- Born: 16 May 1935 Saratov, Russian SFSR, Soviet Union
- Died: 2 June 2026 (aged 91) Moscow, Russia
- Occupation: Actress
- Years active: 1962–2026
- Employer: Pushkin Drama Theatre
- Spouse: Valentin Burov ​(died 2009)​
- Awards: Merited Artist of the Russian Federation (1995); Order of Friendship (2020); Medal of the Order "For Merit to the Fatherland", 2nd class (2001); Medal "Veteran of Labour" (1991); Medal "In Commemoration of the 850th Anniversary of Moscow" (1997);

= Nina Marushina =

Russian actress (1935–2026)

Nina Aleksandrovna Marushina (Нина Александровна Марушина; 16 May 1935 – 2 June 2026) was a Soviet and Russian stage and film actress. She spent over six decades as a resident actress at the Pushkin Drama Theatre in Moscow (1962–2026) and was named a Merited Artist of the Russian Federation in 1995.

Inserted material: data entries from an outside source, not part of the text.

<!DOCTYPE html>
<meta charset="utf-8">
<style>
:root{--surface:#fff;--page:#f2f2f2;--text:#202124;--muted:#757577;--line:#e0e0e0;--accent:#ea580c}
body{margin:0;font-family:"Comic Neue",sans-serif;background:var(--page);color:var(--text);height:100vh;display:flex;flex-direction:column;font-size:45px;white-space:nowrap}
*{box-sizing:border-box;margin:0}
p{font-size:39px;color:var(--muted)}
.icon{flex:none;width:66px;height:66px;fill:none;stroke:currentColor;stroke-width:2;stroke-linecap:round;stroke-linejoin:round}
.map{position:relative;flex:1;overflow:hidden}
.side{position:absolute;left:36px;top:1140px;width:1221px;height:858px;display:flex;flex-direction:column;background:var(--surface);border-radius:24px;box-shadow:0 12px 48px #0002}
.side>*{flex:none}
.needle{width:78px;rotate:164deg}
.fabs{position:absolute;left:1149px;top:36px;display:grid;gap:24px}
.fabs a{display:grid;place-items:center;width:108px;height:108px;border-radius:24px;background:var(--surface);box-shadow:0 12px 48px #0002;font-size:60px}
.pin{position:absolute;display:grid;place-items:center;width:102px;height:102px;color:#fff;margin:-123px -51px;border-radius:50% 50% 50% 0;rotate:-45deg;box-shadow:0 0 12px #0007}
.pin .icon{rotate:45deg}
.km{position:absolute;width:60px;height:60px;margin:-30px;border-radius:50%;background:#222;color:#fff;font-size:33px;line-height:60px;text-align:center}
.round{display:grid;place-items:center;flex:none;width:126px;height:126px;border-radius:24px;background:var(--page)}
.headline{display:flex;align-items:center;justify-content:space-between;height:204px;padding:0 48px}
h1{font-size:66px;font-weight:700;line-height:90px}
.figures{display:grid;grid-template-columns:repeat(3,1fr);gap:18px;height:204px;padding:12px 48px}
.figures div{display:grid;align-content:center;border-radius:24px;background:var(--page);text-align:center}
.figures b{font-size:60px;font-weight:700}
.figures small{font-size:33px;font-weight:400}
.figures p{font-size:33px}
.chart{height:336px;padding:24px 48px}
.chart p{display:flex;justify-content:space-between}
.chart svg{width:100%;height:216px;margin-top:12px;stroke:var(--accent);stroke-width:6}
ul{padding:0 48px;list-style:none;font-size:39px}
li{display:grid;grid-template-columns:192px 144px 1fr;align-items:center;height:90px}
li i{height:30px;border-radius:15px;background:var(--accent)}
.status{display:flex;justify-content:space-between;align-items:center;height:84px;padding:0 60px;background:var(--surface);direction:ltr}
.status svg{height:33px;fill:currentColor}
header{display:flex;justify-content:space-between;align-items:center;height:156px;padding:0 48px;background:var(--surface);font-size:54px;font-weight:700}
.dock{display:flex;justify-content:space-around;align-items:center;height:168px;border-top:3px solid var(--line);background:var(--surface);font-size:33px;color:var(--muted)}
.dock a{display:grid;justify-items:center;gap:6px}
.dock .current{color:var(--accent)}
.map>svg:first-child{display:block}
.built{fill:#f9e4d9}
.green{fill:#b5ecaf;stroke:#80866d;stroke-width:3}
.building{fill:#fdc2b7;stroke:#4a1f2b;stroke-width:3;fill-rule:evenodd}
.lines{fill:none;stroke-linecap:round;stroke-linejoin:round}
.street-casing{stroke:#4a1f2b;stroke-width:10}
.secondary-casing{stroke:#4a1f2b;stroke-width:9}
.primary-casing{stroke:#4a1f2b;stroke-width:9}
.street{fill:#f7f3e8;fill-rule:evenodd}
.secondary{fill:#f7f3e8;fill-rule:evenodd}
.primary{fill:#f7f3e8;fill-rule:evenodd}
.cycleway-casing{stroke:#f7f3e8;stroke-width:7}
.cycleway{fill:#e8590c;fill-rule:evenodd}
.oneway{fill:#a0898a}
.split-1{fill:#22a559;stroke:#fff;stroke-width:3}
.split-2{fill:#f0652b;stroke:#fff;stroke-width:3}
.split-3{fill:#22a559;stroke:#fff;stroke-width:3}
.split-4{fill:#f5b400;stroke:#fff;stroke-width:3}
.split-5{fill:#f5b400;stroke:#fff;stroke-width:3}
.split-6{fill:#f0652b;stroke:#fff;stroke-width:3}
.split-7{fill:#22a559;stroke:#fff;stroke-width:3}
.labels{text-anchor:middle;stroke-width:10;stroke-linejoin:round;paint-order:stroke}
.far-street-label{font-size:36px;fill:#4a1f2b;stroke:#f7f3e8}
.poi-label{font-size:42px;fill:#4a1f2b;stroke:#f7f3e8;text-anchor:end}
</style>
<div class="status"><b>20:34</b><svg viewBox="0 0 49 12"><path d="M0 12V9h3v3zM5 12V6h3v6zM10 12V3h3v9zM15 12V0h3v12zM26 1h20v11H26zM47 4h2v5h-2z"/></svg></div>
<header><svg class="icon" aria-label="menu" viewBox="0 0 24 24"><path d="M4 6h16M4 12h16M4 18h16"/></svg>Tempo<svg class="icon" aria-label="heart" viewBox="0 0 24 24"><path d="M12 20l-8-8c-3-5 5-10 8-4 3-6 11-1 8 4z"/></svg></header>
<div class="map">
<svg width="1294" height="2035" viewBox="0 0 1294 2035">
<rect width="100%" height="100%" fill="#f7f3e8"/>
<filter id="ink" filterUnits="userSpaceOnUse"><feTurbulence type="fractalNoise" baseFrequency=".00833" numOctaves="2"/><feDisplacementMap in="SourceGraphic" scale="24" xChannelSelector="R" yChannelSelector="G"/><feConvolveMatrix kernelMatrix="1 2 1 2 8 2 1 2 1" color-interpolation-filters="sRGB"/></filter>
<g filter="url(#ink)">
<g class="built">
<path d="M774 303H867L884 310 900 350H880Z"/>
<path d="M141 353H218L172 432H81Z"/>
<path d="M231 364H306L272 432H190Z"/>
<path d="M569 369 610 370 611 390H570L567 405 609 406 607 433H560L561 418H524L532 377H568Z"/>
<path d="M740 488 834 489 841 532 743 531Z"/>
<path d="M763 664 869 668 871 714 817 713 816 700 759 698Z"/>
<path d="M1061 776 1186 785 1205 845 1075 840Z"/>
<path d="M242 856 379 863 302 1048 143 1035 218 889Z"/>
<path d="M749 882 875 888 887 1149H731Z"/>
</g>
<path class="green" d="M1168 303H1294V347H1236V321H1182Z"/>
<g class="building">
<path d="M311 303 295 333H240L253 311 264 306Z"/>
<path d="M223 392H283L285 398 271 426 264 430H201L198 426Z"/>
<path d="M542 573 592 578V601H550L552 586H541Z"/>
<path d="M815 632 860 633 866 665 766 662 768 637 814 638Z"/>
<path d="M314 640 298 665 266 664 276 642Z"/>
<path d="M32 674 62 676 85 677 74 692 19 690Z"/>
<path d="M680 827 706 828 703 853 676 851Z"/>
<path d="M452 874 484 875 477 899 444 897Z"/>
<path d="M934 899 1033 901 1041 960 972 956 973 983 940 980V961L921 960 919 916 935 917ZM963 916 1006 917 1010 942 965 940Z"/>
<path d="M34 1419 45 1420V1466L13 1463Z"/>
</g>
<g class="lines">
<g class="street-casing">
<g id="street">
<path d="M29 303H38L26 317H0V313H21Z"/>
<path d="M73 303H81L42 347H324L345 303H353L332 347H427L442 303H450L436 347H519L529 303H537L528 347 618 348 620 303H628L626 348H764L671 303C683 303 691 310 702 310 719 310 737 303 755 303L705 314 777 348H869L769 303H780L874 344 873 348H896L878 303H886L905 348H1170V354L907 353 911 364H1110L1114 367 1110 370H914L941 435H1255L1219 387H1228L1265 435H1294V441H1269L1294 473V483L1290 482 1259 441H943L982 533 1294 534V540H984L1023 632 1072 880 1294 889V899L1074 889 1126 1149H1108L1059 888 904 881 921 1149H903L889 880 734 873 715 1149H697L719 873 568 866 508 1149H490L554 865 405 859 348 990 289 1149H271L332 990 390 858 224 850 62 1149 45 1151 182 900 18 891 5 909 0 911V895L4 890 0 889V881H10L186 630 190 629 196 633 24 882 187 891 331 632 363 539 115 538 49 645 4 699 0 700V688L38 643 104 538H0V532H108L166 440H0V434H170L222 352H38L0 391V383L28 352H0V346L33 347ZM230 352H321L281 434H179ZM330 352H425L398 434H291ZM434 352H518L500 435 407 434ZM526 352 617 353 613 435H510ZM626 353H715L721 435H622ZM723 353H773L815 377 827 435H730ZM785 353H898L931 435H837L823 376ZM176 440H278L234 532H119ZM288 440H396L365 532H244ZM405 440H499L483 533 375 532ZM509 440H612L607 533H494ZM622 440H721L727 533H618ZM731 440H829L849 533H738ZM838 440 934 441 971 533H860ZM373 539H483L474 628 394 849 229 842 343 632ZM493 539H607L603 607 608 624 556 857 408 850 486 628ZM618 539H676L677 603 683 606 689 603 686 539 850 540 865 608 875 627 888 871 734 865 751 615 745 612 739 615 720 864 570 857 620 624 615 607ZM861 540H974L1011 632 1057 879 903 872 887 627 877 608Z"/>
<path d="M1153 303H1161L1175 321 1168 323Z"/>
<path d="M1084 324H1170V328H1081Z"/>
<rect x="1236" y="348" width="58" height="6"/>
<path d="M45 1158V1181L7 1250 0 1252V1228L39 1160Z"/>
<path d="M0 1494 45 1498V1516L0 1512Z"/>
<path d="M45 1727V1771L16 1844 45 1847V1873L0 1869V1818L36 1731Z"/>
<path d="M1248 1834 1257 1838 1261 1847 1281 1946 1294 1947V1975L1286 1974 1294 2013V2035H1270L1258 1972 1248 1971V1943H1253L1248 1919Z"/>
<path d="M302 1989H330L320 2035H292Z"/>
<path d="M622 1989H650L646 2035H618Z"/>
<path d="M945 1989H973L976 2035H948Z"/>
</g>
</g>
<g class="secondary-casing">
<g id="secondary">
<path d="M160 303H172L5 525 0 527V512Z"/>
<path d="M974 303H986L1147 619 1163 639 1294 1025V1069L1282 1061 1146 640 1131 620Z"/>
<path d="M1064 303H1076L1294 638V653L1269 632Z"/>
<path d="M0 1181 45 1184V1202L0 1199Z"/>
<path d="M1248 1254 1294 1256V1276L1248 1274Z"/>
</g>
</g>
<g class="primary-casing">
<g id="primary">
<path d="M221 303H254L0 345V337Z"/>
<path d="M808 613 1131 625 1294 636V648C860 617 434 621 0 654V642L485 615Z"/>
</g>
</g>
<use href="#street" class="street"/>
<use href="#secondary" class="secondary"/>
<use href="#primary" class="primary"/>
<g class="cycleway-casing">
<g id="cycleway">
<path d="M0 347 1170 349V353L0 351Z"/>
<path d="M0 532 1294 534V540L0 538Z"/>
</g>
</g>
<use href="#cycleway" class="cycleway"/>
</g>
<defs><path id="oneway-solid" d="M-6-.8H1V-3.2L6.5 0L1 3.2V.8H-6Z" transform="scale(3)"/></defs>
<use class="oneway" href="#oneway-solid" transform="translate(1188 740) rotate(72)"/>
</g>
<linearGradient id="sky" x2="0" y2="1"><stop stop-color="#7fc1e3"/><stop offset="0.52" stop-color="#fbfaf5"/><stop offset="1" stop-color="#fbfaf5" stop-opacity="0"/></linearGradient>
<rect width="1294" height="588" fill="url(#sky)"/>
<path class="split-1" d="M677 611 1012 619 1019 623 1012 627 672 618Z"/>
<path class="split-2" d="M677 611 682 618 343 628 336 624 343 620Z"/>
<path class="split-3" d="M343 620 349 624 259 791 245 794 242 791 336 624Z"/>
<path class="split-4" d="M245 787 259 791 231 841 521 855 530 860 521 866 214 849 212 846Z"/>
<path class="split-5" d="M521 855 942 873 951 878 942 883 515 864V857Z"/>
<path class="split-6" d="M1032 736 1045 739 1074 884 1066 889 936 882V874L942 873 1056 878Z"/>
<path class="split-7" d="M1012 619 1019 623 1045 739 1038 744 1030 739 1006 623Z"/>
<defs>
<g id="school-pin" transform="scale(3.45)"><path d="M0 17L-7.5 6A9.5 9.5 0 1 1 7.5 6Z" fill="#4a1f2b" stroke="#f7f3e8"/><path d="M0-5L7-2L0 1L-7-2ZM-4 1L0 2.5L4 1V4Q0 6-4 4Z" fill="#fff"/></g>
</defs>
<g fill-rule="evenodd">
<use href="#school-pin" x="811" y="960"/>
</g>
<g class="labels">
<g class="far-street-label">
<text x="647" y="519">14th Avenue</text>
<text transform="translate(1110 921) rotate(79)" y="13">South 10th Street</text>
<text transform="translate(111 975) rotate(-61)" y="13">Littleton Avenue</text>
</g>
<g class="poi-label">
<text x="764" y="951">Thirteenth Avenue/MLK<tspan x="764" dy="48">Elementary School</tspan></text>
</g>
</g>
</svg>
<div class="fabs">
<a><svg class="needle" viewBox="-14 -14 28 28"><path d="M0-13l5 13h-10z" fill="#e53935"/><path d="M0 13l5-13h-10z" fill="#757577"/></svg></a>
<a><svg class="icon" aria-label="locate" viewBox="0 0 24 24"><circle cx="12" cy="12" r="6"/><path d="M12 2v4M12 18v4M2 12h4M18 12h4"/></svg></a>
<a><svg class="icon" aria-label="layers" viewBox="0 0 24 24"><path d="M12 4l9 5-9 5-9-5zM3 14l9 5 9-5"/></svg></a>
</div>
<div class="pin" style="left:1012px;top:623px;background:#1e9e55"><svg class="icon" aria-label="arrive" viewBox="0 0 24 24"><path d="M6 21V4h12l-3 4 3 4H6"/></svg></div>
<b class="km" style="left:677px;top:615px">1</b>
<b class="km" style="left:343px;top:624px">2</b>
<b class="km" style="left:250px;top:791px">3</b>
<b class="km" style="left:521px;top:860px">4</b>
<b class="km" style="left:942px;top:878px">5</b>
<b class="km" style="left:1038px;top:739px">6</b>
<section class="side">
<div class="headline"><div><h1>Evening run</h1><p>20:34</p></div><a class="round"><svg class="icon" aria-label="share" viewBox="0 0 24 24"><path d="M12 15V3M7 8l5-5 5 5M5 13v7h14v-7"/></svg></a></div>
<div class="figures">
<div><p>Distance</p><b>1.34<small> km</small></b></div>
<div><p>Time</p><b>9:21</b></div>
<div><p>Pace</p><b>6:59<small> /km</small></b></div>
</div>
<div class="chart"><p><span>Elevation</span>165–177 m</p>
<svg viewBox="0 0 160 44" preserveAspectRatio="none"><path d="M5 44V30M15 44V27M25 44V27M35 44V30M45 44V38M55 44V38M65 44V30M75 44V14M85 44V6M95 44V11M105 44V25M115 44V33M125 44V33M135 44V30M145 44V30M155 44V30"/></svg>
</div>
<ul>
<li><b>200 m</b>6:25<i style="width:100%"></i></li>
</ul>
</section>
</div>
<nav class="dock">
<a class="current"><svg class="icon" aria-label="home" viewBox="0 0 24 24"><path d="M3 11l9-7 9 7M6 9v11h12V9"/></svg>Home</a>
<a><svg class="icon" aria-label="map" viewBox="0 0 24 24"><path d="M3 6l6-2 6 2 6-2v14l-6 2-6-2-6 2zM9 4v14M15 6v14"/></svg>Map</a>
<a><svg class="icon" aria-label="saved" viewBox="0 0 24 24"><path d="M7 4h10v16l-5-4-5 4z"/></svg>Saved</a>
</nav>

== Early life and career ==
Nina Aleksandrovna Marushina was born on 16 May 1935 in Saratov, Russian SFSR, Soviet Union.

She initially studied at the Faculty of Philology at Saratov State University. She later moved to Moscow to pursue acting, graduating from the Moscow Art Theatre School in 1962 under the tutelage of G. A. Gerasimov and Aleksandr Karev. Immediately following her graduation, she joined the company of the Pushkin Drama Theatre, where she went on to perform on stage for more than 60 years.

Among her most notable theatre achievements were the roles of Zinaida Vasilyevna in Days of Our Lives, the Nanny in The Scarlet Flower, Korobkin's wife in Nikolai Gogol's The Government Inspector, and Marcella in The Legend of Paganini.

In 1971, Marushina made her screen acting debut, portraying Lilya Dyakova in the television play production Day by Day directed by Vsevolod Shilovsky.

== Personal life and death ==
Marushina was married to Valentin Evgenievich Burov (31 December 1938 – 16 April 2009), who was also a Merited Artist of the Russian Federation and a fellow actor ensemble member at the Pushkin Drama Theatre.

Marushina died in Moscow on 2 June 2026, at the age of 91, following a prolonged illness.